Song by Neil Young

from the album Live at Massey Hall 1971
- Released: March 13, 2007
- Recorded: January 19, 1971
- Venue: Massey Hall, Toronto, Ontario, Canada
- Genre: Folk rock
- Length: 3:27
- Label: Reprise
- Songwriter: Neil Young
- Producers: David Briggs; Neil Young;

= Bad Fog of Loneliness =

"Bad Fog of Loneliness" is a song written by Canadian singer-songwriter Neil Young, recorded in 1971 but not released until 2007 on the album Live at Massey Hall 1971 (which was later a disc on The Archives Vol. 1 1963–1972), as a studio outtakes on both 2009's The Archives Vol. 1 1963–1972 and again on 2020's The Archives Vol. II (1972 - 1976), as well as from a 1970 live recording on 2013's Live at the Cellar Door. It also appeared on Young's live "Red Rocks" DVD released in 2000.

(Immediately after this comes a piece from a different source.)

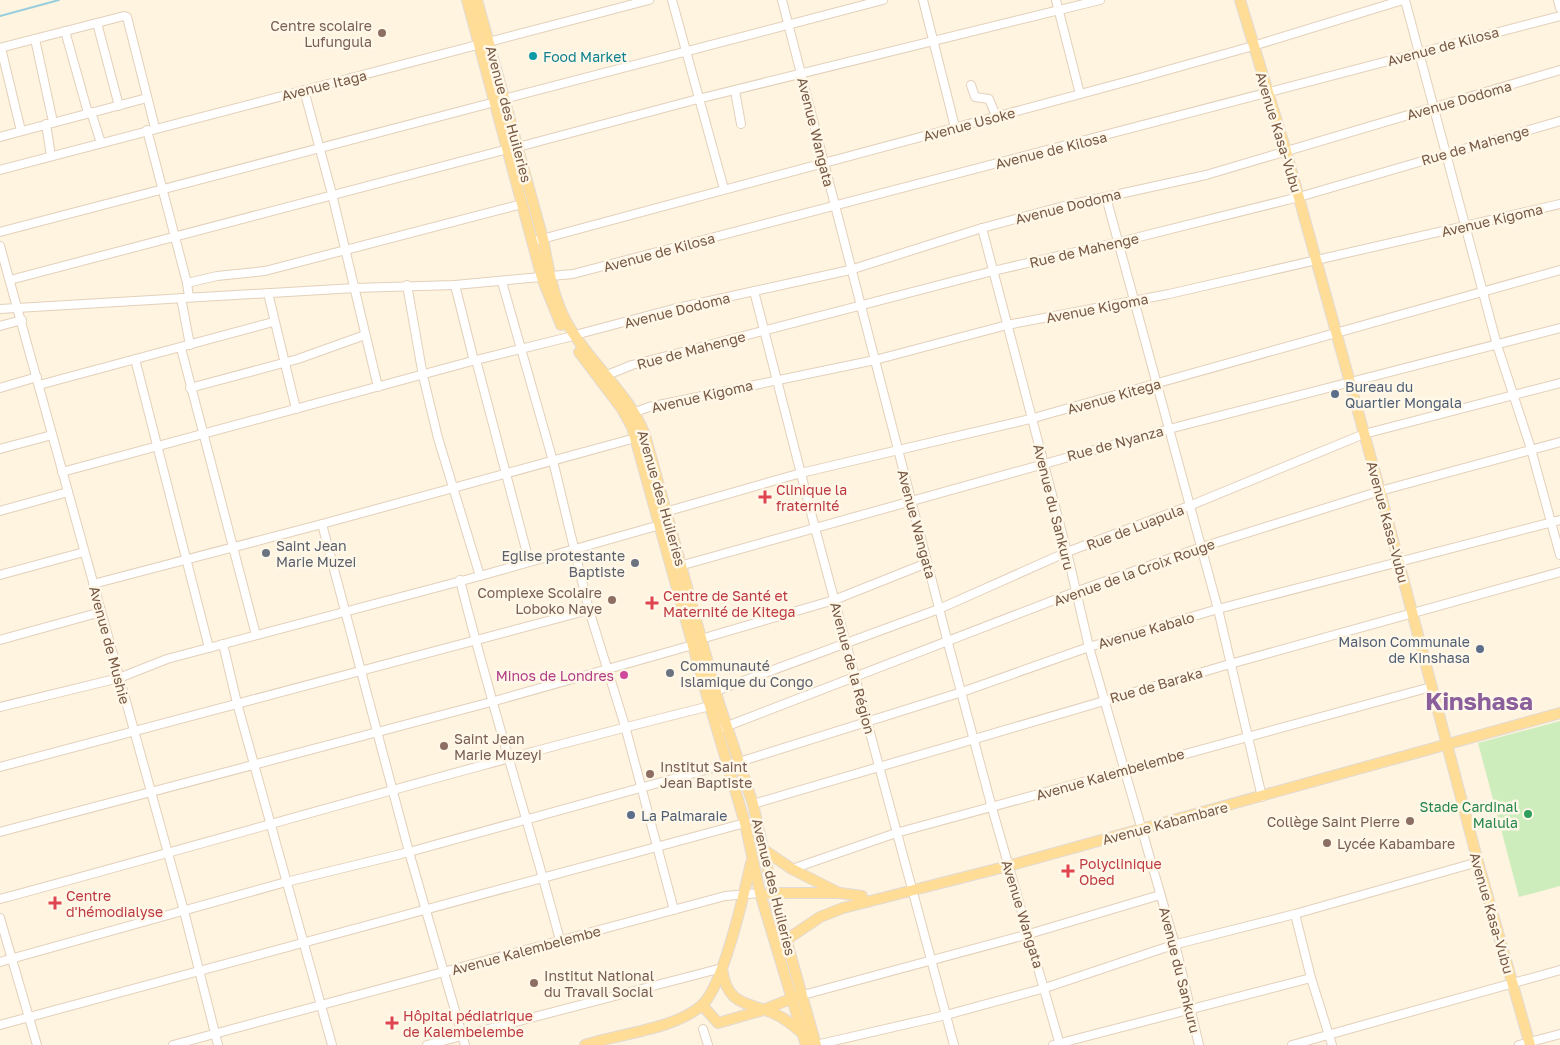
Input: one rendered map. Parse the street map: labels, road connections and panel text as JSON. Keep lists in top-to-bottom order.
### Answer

In the introduction to the Live at Massey Hall version, Young explains that he originally intended to perform the song on the Johnny Cash Show but his appearance was canceled. By the time he was rescheduled to appear in February 1971, he decided that the song was "too old" and would perform something else instead (he eventually did two other brand new songs, "The Needle and the Damage Done" and "Journey Through the Past").

A studio version of the song also appears on The Archives Vol. 1, featuring Ben Keith on pedal steel guitar, Tim Drummond on bass guitar, Kenny Buttrey on drums, and Linda Ronstadt and James Taylor on background vocals. This version of the song was recorded as part of the Harvest sessions on February 6–7, 1971.

"Bad Fog of Loneliness" has much in common with much of what Young was writing at the time. The riff in the introduction is reminiscent of that of "The Needle and the Damage Done", and the change from 4/4 to 3/4 time in the bridge is similar to "Words (Between the Lines of Age)".